GIVEN DATA:
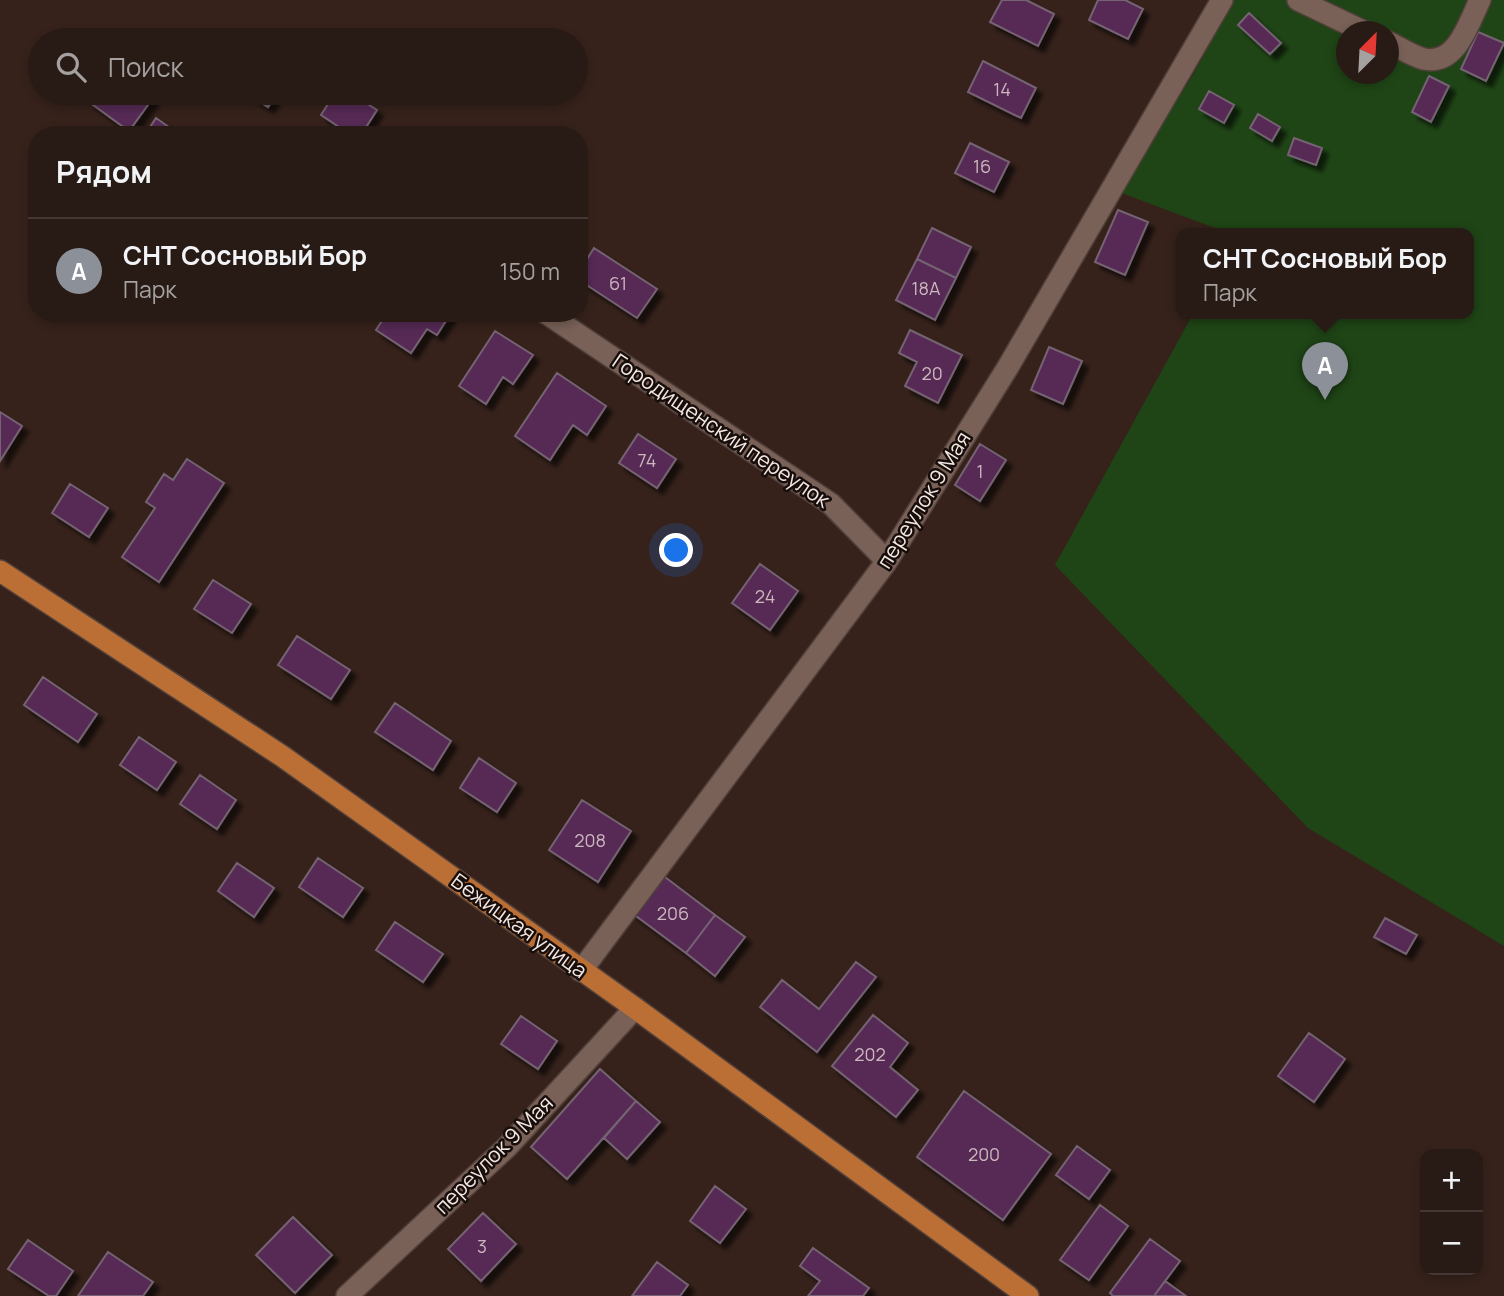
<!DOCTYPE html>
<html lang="ru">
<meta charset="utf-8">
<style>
:root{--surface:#281a14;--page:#342722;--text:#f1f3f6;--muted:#a5a1a0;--line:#443834;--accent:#8c9099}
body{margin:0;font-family:Manrope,sans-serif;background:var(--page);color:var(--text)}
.controls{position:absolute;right:21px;bottom:21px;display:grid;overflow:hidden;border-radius:14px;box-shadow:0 4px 10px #0003}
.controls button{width:63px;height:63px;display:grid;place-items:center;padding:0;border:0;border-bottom:2px solid var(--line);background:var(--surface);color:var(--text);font:35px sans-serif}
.compass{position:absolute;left:1336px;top:21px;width:63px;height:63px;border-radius:50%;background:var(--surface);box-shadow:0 4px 10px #0003;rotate:24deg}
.you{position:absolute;left:677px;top:551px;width:24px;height:24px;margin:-18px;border:5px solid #fff;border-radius:50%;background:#1a73e8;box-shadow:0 0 0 10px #1a73e833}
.badge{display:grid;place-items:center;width:46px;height:46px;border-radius:50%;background:var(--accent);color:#fff;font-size:23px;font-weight:700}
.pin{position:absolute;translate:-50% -58px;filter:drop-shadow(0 2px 4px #0008)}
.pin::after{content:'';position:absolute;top:37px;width:24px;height:21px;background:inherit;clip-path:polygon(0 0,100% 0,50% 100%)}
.popup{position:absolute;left:1176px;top:228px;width:298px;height:91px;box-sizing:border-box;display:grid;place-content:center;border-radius:14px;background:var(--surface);filter:drop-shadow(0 2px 5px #0005);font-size:23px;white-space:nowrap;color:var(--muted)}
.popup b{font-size:26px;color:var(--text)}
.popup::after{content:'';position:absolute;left:50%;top:100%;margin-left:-14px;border:14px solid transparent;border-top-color:var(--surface)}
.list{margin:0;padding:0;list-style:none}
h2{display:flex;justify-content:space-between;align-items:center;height:91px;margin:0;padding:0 28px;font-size:30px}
h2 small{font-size:23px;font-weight:400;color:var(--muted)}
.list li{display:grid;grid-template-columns:46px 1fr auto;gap:21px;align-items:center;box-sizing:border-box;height:105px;padding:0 28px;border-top:2px solid var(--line)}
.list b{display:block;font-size:26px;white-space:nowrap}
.list p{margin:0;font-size:23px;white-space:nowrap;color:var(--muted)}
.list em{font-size:23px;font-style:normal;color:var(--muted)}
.icon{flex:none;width:38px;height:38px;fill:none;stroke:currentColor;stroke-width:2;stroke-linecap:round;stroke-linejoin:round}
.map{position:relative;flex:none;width:1504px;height:1296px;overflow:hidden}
.search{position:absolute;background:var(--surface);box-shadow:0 4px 10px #0003;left:28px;top:28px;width:560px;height:77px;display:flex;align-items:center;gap:18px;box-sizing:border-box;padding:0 24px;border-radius:38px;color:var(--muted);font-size:26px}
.panel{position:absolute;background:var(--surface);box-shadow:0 4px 10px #0003;left:28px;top:126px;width:560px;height:196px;border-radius:28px}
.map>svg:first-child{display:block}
</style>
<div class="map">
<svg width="1504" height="1296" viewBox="0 0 1504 1296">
<defs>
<filter id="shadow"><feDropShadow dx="6" dy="6" stdDeviation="2" flood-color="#0009"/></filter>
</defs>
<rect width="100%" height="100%" fill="#36221b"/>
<path fill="#1f4516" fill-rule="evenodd" d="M 1234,0 L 1504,0 L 1504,946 L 1308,828 L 1055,565 L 1193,314 L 1468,314 L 1468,234 L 1231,234 L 1119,192 L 1193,75 ZM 1346,32 L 1388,32 L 1388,74 L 1346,74 Z"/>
<path fill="#562a54" stroke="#746272" stroke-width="2" filter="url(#shadow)" d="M 1002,0 L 1026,0 L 1054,14 L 1038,46 L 990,22 Z
M 1098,0 L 1125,0 L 1143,9 L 1128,39 L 1089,20 Z
M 1249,13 L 1281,43 L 1270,54 L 1238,25 Z
M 1478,32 L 1504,43 L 1486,81 L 1461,69 Z
M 983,61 L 1036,88 L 1021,118 L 968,92 Z
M 1429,76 L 1449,86 L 1431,122 L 1412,112 Z
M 1209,91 L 1234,105 L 1224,123 L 1199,109 Z
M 95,93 L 146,93 L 153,98 L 129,131 L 89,102 Z
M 246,93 L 277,93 L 268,107 Z
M 335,93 L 350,93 L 377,110 L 361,135 L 351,135 L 321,115 Z
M 1258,114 L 1280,127 L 1272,141 L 1250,128 Z
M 156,118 L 180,135 L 145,135 Z
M 1294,138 L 1322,148 L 1316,165 L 1288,155 Z
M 970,143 L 1009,162 L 994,192 L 955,173 Z
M 1118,210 L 1148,222 L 1125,275 L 1095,262 Z
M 932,228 L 971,247 L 956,278 L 917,259 Z
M 594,248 L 657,289 L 637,318 L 579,280 L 579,272 Z
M 917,259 L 956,278 L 935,320 L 896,300 Z
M 387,313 L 451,313 L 437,335 L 427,329 L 411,353 L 376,330 Z
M 910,330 L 962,355 L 938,403 L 905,386 L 917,362 L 899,353 Z
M 495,331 L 533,355 L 513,384 L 503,377 L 486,404 L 459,386 Z
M 1049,347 L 1082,361 L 1063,404 L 1031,390 Z
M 557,373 L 606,406 L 587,435 L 573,425 L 550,460 L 515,436 Z
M 0,412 L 22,426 L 0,461 Z
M 638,434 L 676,459 L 657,488 L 619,463 Z
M 980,444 L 1006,460 L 980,501 L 955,485 Z
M 187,459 L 224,483 L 159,582 L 122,557 L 155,508 L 146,502 L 164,474 L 173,480 Z
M 70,484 L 108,508 L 89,537 L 52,513 Z
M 760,564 L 798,591 L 770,630 L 732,603 Z
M 213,580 L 251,604 L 232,633 L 194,609 Z
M 297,636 L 350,670 L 331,699 L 278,665 Z
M 43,677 L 97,714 L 78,742 L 24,705 Z
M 395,703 L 451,741 L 433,770 L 375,732 Z
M 139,737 L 176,762 L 157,790 L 120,765 Z
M 479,758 L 516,783 L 497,812 L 460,788 Z
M 200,775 L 236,800 L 217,829 L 180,804 Z
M 582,800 L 631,831 L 598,882 L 549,850 Z
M 318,858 L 363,888 L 343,917 L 299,887 Z
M 237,863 L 274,888 L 254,917 L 218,891 Z
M 661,874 L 715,915 L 686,953 L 632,913 Z
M 715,915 L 745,937 L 715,976 L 686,953 Z
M 1385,918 L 1417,935 L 1406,954 L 1374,937 Z
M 395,922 L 443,954 L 423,982 L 376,950 Z
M 856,962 L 876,977 L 817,1052 L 760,1007 L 782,980 L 819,1009 Z
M 873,1015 L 908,1043 L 890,1067 L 918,1090 L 896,1117 L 832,1066 Z
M 521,1016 L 557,1041 L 538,1069 L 501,1044 Z
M 1309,1033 L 1345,1059 L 1314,1102 L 1278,1076 Z
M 600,1069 L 636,1101 L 567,1179 L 531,1147 Z
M 964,1091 L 1051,1154 L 1003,1220 L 917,1157 Z
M 636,1101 L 660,1122 L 627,1159 L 604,1138 Z
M 1077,1146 L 1110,1170 L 1089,1199 L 1056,1175 Z
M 715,1186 L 746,1209 L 720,1243 L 690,1221 Z
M 1100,1205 L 1128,1226 L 1089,1280 L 1060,1260 Z
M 483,1213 L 516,1244 L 481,1281 L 448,1249 Z
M 293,1217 L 332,1255 L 295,1293 L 256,1255 Z
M 1150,1239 L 1180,1261 L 1154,1296 L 1113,1296 L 1110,1293 Z
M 28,1240 L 73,1271 L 56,1296 L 49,1296 L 8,1269 Z
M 813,1248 L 869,1288 L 863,1296 L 808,1296 L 820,1281 L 800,1266 Z
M 108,1252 L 153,1282 L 143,1296 L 78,1296 Z
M 657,1262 L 688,1285 L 680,1296 L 632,1296 Z
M 1165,1281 L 1186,1296 L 1154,1296 Z"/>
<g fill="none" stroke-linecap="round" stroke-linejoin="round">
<defs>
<path id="minor" d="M 1298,0 L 1365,32
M 1388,42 C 1399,47 1412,56 1424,59 C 1457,66 1469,22 1480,0
M 546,313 L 831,504 L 887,561
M 581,971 L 887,561 L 1008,367 L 1222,0
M 347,1296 L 507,1147 L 635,1008"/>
<path id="major" d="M 0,571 L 282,756 L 635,1008 L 1028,1296"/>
</defs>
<use href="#minor" stroke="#51403a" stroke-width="24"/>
<use href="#major" stroke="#51403a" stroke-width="24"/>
<use href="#minor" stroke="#796158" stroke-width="21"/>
<use href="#major" stroke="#bc6f34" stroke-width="21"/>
</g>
<g text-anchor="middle" stroke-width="5" stroke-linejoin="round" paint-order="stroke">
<g font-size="18" fill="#ccb7be">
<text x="1002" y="96">14</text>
<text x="982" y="173">16</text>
<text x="618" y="290">61</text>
<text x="926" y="295">18А</text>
<text x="932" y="380">20</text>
<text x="647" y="467">74</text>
<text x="980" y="478">1</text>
<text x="765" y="603">24</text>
<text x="590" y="847">208</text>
<text x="673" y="920">206</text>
<text x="870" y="1061">202</text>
<text x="984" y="1161">200</text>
<text x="482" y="1253">3</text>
</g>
<g font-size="21" fill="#f4e6e1" stroke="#170e0b">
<text transform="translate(721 431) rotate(34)" y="7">Городищенский переулок</text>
<text transform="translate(924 500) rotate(-58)" y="7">переулок 9 Мая</text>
<text transform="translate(519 926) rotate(36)" y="7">Бежицкая улица</text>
<text transform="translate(494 1155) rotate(-45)" y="7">переулок 9 Мая</text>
</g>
</g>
</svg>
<div class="controls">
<button>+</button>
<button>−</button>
</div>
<svg class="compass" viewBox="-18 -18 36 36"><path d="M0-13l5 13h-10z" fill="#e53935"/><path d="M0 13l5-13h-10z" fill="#a5a1a0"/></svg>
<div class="you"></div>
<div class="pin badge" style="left:1325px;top:400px">A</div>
<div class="popup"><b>СНТ Сосновый Бор</b>Парк</div>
<div class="search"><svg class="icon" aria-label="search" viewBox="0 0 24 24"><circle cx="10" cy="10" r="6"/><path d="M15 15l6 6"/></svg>Поиск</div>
<section class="panel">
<h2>Рядом<small></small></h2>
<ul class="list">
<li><span class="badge">A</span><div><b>СНТ Сосновый Бор</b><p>Парк</p></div><em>150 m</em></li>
</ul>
</section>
</div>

EXERCISE PROMPT: Checking the material above line by line, count those that include the string "after". Give the number alone.

OUTPUT FOR THIS TASK: 2